**ENTRIES PROVIDED:**
◇ ◇ ◇ ◇
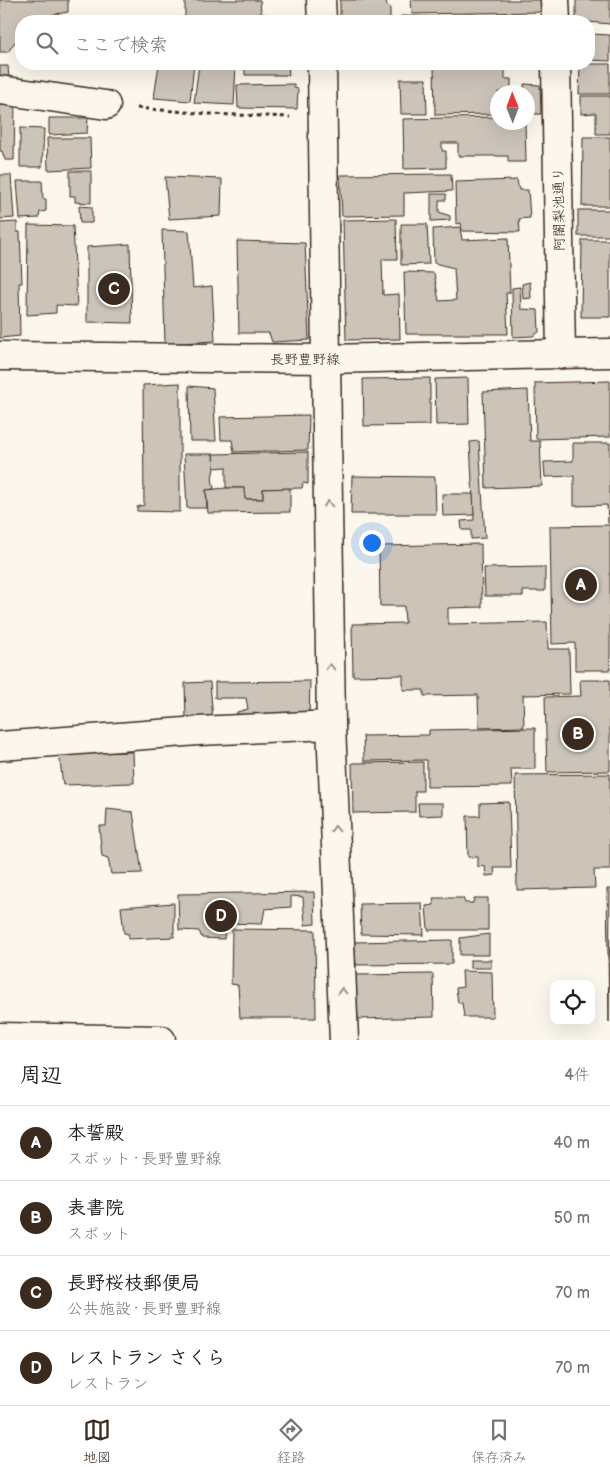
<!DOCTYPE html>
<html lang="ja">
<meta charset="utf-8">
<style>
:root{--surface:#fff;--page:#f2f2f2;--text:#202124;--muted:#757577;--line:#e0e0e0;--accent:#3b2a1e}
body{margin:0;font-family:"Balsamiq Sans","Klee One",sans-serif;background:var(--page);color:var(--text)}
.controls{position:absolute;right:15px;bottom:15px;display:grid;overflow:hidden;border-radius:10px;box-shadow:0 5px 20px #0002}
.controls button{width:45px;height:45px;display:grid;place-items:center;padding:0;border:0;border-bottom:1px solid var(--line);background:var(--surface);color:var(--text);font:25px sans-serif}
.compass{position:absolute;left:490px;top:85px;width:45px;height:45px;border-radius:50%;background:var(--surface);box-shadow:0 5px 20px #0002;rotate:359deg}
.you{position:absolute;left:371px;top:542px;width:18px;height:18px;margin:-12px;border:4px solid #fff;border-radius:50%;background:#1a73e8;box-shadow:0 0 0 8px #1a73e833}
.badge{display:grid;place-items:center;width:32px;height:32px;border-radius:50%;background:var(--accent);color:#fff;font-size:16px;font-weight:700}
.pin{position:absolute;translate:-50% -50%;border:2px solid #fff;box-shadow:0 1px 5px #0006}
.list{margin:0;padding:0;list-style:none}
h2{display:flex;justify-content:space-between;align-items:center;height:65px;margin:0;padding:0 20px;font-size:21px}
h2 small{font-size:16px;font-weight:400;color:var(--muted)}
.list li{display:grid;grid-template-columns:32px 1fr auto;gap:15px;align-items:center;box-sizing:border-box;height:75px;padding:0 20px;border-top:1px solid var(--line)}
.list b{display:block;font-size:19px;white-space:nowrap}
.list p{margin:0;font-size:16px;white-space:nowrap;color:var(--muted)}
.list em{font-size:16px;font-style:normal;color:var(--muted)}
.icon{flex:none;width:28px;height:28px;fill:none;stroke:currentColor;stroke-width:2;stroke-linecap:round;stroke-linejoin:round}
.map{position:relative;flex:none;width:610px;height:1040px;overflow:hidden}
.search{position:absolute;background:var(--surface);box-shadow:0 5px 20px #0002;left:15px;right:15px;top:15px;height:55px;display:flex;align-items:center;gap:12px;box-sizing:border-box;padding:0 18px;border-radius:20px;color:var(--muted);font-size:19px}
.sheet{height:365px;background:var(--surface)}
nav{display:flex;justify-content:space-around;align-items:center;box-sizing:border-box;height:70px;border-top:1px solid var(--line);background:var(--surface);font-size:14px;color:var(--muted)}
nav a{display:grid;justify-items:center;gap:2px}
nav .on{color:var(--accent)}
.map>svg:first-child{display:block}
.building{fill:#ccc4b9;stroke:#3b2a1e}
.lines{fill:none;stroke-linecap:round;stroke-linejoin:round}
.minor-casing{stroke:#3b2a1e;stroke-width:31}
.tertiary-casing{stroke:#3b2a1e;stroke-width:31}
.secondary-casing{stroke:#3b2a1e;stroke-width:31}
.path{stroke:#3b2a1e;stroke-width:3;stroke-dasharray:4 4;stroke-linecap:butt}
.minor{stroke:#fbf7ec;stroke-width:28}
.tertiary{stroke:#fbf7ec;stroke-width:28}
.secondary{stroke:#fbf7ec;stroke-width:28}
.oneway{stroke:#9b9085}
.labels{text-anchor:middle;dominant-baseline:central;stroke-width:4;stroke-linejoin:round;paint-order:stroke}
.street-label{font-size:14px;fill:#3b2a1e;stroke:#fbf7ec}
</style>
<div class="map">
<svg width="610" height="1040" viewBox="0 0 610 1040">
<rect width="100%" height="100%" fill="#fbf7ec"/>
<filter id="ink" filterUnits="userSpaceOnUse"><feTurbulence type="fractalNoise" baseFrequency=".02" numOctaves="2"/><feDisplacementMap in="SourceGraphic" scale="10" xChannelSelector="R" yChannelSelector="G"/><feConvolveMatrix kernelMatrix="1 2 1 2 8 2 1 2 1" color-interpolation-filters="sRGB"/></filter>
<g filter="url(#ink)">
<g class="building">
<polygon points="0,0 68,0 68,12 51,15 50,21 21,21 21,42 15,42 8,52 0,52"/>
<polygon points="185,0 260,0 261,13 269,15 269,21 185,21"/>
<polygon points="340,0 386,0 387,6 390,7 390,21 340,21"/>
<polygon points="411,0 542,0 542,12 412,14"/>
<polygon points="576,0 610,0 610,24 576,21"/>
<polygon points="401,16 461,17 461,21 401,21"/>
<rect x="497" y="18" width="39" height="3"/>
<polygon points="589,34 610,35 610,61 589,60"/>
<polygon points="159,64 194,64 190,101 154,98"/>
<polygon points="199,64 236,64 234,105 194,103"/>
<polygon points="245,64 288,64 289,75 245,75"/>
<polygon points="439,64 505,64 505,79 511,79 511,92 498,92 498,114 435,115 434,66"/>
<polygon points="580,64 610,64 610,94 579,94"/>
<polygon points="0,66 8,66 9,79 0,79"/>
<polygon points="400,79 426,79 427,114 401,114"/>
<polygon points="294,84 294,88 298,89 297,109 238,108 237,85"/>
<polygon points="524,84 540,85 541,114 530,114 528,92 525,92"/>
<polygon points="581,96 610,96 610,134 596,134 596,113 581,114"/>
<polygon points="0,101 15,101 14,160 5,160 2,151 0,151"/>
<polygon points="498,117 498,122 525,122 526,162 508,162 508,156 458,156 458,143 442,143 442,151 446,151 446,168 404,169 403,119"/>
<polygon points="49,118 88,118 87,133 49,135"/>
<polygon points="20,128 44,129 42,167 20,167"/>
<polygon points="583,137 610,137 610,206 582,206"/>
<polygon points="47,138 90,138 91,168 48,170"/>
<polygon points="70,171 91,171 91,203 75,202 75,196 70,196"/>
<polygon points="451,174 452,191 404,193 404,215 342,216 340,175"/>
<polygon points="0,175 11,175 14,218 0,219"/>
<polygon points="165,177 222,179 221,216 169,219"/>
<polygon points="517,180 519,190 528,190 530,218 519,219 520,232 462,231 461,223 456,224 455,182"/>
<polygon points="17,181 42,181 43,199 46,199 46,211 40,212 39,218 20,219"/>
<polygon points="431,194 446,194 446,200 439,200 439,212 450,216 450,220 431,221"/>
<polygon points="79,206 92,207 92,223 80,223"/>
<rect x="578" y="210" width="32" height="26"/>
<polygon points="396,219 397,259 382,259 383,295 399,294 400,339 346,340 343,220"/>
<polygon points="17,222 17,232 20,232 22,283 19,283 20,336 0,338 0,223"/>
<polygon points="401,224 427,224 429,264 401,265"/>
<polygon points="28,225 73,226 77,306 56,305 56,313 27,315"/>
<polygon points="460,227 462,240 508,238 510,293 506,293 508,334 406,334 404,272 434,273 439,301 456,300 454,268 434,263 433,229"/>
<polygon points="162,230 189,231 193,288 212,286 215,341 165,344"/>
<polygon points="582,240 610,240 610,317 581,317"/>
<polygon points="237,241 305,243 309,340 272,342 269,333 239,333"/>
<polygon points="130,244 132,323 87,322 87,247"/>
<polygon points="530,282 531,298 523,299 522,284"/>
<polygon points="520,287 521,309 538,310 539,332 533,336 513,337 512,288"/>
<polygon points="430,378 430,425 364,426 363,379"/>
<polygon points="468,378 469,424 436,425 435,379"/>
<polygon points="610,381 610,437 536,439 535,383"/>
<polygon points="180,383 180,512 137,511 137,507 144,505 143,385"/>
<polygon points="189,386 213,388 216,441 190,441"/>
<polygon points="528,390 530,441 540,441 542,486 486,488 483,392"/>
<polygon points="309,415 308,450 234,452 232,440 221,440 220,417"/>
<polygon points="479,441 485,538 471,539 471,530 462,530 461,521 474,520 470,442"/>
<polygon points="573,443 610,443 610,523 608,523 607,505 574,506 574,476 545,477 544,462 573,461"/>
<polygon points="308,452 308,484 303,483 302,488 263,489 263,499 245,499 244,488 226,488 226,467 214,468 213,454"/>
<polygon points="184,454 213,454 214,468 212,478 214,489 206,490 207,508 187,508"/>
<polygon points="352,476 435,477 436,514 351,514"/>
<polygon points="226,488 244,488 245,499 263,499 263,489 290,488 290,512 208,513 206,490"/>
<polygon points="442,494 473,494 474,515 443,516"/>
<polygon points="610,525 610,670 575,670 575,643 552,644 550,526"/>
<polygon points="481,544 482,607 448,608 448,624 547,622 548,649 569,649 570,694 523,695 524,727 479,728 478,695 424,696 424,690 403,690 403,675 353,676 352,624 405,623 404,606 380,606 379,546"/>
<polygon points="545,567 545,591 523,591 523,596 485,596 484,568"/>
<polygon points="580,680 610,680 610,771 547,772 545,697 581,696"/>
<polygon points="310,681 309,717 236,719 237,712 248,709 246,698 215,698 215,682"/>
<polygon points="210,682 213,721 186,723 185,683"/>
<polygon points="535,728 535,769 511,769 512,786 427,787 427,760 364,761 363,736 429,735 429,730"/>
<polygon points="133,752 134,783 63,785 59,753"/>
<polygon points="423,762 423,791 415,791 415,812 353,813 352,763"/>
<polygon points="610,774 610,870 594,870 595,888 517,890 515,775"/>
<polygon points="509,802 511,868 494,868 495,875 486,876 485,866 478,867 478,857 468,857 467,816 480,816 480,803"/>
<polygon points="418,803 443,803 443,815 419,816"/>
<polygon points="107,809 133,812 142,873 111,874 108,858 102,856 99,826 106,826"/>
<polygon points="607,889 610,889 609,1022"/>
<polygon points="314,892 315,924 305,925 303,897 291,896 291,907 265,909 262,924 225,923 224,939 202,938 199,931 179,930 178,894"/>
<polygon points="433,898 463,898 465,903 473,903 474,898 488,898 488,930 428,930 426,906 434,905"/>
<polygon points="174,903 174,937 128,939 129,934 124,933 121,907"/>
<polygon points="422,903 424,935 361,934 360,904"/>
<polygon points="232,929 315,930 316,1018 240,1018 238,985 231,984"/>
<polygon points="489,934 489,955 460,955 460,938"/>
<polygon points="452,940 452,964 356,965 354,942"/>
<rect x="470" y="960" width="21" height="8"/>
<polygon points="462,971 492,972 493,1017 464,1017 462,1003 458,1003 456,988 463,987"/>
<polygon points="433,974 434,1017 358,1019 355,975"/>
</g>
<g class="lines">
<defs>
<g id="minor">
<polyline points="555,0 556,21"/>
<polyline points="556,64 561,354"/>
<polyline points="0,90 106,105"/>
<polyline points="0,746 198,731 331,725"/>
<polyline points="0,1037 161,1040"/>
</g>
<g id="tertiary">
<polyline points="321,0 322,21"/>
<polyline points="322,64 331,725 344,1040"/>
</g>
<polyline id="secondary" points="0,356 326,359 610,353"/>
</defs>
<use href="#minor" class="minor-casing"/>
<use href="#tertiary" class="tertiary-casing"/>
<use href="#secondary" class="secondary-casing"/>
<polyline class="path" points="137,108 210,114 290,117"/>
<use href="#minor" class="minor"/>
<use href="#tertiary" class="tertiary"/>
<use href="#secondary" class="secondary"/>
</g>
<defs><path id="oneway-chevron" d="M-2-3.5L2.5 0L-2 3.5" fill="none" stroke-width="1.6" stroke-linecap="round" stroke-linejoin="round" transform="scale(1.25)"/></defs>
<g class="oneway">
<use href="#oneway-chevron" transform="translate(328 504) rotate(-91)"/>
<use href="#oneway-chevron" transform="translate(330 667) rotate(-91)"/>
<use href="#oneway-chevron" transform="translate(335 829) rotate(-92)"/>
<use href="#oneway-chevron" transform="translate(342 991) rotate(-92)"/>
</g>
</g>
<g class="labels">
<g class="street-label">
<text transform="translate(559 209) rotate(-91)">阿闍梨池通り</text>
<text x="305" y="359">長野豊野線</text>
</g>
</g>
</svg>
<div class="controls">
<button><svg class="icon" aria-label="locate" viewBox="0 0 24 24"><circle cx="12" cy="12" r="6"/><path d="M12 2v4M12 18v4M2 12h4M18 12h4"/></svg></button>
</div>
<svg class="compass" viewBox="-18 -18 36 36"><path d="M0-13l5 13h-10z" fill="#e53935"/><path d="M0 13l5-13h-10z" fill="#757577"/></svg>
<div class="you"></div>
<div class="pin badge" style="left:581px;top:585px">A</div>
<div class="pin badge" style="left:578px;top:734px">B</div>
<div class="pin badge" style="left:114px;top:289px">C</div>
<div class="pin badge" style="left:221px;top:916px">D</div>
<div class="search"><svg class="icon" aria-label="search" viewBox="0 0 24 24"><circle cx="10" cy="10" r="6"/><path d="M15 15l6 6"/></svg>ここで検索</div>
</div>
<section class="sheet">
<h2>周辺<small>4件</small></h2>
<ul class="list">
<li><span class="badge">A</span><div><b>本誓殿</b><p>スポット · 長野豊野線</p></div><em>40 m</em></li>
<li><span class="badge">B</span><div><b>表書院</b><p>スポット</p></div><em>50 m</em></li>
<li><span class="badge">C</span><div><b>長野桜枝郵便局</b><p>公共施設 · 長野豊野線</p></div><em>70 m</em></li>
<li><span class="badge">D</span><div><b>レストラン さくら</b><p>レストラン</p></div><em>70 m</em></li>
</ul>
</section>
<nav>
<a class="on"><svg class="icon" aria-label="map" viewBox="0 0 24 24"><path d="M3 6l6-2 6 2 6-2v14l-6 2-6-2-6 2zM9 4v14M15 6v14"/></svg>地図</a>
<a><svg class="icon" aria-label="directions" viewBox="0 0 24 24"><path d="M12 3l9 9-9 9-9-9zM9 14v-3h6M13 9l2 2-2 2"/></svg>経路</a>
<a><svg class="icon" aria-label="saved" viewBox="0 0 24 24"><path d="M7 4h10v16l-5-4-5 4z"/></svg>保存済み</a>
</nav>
◇ ◇ ◇ ◇
**REQUIRED WORK:** Filter the entries above and keep only the lines with the word "スポット".

**ANSWER TO THIS TASK:**
<li><span class="badge">A</span><div><b>本誓殿</b><p>スポット · 長野豊野線</p></div><em>40 m</em></li>
<li><span class="badge">B</span><div><b>表書院</b><p>スポット</p></div><em>50 m</em></li>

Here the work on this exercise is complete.